According to the available literature, the removal of the testae from palm kernels improves the nutritional quality of the kernels as well its absorption when fed to animals. The method described in this patent differs from the method used by Sreedhara and Kurup (1998). Whereas Sreedhara and Kurup (1998) removed the palm kernel testae using 4M HCI, which is a highly corrosive and hazardous chemical, the method described in the present invention uses sodium carbonate and hydrogen peroxide which are available in food grade quality, The flour produced from treated palm kernels using the present method will therefore be less hazardous, safer to produce and subsequently consumed. Palm kernel flour produced from the treated palm kernels can be used to produce breads, biscuits, cakes and other forms of food.
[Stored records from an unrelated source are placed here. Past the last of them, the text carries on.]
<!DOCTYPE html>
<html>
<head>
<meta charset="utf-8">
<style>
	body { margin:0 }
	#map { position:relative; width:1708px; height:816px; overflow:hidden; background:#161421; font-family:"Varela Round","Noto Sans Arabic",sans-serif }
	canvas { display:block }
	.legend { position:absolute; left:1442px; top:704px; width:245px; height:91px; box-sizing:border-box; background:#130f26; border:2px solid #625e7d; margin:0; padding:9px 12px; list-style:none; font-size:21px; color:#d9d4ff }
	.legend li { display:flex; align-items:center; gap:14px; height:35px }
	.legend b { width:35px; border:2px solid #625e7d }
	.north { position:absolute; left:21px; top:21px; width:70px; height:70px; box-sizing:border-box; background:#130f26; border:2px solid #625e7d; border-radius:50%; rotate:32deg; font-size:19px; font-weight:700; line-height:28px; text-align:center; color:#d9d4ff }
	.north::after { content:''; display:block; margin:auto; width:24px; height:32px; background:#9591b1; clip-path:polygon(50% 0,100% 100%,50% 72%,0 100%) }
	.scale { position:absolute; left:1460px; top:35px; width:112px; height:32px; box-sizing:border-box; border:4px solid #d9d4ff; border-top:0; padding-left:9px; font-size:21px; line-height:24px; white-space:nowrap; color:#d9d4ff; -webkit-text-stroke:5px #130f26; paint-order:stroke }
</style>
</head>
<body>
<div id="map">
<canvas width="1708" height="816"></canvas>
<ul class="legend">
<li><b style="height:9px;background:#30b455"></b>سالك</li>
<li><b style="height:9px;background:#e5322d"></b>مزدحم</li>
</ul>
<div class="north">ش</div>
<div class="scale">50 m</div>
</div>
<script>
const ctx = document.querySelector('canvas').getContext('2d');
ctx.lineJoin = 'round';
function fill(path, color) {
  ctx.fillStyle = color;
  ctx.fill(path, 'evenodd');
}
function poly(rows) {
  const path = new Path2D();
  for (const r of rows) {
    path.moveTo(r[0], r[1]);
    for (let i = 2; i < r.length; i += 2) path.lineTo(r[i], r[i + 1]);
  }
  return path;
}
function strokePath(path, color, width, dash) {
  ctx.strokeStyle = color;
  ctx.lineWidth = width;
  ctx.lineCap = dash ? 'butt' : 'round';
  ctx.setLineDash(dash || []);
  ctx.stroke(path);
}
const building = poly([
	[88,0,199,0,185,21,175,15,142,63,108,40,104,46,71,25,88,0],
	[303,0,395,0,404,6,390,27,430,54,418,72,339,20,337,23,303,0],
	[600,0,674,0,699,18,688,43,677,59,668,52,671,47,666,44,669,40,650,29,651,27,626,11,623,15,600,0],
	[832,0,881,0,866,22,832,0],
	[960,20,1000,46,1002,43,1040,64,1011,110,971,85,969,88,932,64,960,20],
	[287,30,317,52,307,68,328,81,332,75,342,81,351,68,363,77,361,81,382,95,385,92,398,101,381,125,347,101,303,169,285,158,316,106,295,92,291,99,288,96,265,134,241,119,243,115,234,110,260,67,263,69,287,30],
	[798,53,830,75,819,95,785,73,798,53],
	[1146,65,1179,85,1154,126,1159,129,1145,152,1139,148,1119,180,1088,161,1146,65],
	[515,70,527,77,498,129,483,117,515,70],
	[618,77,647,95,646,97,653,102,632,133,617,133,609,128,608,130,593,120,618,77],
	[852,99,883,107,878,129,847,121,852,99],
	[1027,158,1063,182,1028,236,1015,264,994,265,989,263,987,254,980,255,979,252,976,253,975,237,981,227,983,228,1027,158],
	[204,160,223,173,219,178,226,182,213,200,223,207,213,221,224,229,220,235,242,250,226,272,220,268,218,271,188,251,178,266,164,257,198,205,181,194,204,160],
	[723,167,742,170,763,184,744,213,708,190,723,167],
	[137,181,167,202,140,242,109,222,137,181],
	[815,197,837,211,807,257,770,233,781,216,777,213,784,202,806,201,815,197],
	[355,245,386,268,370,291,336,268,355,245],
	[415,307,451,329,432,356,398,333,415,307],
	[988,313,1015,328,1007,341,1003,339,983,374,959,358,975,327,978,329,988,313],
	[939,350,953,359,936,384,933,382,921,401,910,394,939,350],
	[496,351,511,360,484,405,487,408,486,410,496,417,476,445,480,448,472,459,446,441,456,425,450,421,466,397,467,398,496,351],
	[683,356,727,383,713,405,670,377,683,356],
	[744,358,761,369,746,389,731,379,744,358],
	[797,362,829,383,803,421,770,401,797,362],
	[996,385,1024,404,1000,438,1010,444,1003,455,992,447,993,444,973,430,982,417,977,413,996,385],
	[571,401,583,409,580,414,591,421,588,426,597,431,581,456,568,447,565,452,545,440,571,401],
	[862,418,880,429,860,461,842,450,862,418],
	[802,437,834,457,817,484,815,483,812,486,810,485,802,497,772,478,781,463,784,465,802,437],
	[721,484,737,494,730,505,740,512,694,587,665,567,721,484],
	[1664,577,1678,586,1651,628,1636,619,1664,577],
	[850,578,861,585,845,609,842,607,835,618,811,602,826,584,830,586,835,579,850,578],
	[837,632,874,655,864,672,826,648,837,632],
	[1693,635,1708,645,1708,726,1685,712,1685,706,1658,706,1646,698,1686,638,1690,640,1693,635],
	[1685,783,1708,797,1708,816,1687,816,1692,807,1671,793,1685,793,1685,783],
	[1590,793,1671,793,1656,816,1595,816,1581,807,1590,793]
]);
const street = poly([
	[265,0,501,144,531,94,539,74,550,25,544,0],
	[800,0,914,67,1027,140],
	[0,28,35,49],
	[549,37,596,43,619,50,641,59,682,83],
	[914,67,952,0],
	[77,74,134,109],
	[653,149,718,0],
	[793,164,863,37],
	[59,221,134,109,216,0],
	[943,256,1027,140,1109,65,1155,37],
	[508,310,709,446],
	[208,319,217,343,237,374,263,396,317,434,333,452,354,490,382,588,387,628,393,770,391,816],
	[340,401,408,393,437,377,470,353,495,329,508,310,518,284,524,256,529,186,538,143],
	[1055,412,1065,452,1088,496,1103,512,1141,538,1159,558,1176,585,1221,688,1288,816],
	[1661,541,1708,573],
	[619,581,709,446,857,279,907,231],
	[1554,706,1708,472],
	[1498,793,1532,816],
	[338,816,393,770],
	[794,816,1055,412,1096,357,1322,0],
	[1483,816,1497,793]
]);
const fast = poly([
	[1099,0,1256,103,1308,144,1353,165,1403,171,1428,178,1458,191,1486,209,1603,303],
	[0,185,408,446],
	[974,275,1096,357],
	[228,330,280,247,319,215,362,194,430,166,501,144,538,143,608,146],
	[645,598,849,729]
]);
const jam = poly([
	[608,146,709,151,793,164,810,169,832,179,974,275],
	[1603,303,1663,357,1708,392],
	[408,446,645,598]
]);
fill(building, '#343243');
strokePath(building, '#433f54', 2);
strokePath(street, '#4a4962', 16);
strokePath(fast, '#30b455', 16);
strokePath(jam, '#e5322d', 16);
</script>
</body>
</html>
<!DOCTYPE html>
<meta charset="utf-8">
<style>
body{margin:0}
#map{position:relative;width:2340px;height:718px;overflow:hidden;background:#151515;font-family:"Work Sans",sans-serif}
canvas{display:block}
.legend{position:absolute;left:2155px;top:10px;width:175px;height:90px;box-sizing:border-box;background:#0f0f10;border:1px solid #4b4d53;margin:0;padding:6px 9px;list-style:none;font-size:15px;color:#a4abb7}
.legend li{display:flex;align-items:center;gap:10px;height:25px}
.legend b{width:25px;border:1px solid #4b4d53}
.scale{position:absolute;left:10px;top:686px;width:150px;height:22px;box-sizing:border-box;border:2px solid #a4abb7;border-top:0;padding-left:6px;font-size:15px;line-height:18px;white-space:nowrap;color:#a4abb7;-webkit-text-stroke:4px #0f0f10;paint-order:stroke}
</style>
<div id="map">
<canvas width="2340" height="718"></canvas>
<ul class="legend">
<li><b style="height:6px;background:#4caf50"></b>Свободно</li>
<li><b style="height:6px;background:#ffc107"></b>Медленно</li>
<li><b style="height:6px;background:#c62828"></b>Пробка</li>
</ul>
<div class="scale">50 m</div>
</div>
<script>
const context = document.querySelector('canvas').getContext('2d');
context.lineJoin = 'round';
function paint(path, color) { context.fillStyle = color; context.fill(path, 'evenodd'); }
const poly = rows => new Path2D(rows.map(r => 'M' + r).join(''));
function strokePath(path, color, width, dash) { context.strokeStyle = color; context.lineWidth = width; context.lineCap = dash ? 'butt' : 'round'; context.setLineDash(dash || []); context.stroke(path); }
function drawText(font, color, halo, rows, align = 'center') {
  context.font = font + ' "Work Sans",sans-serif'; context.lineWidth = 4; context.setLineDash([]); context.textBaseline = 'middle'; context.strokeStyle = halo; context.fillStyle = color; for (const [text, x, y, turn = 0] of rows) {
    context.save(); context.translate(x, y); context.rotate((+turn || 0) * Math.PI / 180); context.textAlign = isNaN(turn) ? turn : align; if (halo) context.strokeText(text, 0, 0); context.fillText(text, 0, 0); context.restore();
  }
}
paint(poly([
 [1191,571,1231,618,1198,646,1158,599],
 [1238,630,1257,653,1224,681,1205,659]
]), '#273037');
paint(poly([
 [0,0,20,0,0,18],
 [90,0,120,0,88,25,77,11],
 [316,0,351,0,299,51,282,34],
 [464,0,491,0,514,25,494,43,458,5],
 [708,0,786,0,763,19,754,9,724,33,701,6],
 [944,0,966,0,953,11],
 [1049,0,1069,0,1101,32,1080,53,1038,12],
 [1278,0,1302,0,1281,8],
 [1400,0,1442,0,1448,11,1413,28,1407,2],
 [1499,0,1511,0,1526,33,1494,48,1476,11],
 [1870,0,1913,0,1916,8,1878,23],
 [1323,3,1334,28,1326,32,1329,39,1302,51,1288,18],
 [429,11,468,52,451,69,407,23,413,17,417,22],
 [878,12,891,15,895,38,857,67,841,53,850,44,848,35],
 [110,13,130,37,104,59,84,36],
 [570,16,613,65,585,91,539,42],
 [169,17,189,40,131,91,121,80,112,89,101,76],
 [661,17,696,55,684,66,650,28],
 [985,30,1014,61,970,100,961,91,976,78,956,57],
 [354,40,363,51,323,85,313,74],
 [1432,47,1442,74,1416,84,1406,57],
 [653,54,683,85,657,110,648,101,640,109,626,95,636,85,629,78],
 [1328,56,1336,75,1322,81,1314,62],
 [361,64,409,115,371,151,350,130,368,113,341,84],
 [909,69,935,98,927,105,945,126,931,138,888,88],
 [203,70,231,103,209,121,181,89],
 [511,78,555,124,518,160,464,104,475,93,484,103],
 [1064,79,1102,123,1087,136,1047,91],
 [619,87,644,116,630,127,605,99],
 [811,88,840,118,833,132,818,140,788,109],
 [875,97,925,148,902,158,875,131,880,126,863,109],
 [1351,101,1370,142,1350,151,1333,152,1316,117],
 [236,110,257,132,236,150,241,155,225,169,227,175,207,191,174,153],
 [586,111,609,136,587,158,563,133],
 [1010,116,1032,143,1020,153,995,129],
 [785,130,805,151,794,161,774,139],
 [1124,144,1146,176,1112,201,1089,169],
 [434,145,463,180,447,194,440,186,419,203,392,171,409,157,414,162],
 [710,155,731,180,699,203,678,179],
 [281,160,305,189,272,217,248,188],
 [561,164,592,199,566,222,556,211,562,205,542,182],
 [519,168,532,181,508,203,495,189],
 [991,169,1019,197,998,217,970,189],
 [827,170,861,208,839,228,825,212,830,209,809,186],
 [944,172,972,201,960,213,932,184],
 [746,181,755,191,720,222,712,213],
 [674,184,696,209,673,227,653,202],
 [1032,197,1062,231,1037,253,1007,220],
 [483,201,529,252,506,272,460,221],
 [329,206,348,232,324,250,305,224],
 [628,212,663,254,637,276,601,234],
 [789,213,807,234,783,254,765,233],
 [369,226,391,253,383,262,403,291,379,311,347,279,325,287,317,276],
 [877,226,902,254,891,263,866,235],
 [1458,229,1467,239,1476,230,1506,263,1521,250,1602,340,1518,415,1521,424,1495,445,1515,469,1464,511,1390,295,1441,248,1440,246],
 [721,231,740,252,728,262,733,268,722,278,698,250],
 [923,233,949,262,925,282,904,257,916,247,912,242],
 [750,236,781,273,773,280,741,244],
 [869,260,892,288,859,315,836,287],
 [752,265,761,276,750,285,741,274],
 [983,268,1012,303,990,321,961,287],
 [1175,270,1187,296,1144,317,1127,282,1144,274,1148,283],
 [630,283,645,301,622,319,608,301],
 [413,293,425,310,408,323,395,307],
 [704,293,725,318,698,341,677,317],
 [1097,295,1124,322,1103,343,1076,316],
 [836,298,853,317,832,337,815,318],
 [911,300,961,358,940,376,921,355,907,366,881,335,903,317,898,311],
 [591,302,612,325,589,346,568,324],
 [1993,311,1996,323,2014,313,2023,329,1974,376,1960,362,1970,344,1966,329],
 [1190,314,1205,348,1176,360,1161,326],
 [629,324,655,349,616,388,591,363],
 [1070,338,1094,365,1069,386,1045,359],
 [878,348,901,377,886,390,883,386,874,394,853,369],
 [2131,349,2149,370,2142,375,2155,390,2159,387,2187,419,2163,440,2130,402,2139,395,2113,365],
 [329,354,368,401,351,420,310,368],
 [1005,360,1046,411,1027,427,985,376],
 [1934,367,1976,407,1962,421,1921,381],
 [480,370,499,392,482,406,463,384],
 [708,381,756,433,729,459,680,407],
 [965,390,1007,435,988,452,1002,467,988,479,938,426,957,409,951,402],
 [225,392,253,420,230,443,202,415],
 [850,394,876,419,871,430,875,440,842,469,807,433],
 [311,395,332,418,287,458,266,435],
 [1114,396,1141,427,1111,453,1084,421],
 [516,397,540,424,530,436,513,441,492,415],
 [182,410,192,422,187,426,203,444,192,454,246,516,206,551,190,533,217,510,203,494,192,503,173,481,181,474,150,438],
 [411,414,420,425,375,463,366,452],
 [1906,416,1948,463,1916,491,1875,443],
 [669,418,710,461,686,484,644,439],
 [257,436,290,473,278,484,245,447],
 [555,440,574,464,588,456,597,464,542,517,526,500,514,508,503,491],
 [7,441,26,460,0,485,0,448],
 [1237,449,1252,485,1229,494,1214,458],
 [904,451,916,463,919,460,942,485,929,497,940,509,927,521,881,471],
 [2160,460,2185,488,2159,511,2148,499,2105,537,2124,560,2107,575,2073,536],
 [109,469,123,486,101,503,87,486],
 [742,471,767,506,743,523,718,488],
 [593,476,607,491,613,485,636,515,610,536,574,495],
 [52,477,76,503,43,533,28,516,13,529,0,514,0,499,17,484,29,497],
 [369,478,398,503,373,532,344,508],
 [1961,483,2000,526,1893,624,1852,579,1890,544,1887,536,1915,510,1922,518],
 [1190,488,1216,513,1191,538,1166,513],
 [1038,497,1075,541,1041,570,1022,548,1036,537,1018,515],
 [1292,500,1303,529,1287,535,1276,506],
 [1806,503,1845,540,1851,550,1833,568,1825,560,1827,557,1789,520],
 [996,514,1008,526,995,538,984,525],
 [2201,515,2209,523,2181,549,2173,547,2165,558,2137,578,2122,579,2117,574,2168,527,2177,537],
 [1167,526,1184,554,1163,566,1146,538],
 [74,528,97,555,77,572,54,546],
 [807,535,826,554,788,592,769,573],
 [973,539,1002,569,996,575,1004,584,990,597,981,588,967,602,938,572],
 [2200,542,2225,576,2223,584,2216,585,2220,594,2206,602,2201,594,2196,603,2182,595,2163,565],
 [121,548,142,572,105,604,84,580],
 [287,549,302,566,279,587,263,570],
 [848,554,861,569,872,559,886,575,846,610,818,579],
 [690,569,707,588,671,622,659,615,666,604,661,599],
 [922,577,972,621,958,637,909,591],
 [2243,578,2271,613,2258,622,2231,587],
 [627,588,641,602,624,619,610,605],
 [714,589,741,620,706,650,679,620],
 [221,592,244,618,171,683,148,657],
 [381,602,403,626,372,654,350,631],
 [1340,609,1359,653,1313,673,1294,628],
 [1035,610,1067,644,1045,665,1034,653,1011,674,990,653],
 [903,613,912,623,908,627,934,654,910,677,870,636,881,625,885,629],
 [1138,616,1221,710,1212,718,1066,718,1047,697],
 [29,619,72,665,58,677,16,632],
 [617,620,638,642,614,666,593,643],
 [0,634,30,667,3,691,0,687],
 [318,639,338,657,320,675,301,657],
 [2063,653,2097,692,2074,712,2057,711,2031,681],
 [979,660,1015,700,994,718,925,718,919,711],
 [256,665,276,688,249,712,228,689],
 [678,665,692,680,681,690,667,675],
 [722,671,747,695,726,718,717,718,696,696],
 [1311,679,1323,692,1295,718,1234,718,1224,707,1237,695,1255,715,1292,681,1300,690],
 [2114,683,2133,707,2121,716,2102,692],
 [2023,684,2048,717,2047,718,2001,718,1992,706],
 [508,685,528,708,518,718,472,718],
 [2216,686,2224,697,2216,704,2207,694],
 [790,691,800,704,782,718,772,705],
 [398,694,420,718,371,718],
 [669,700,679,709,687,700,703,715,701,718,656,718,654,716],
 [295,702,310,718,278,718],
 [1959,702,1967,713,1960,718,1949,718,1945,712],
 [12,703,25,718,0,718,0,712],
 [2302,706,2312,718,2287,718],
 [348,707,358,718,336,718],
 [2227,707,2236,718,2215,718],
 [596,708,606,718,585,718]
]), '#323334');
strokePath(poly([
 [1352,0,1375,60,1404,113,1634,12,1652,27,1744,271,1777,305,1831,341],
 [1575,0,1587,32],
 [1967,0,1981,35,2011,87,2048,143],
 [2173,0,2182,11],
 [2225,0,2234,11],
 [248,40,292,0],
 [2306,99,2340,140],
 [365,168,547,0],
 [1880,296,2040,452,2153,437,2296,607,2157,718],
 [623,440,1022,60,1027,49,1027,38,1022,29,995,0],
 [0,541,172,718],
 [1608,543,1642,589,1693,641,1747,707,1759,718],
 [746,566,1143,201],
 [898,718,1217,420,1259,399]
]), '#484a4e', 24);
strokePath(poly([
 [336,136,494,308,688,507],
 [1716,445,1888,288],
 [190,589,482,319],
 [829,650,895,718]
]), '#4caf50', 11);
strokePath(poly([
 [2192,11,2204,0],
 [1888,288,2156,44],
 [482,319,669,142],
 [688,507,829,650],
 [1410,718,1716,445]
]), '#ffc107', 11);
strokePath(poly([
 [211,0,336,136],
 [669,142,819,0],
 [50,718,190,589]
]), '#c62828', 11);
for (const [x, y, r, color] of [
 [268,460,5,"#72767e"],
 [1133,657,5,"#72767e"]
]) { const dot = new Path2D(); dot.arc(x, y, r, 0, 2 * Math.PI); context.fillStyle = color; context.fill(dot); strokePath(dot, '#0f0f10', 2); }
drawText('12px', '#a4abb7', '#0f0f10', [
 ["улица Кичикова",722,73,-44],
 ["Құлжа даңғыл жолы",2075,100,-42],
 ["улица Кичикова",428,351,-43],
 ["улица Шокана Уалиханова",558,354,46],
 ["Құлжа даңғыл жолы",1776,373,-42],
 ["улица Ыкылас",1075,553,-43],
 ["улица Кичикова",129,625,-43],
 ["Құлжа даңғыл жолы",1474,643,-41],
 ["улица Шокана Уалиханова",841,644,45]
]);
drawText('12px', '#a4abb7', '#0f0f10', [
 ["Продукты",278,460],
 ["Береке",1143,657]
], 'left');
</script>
Currently, as feedstock, palm kernel cake, which is produced from palm kernel, is ranked higher than copra cake and cocoa pod husk. However, it is ranked lower compared to fish meal and groundnut cake, especially in its protein value (Wong and Wan Zahari, 1997). The treated palm kernels can therefore, also be used to produce high-quality palm kernel cake, which in turn can be used as high-quality animal feed, as removing the testae from the palm kernels will also improve its nutritional absorption when consumed by animals.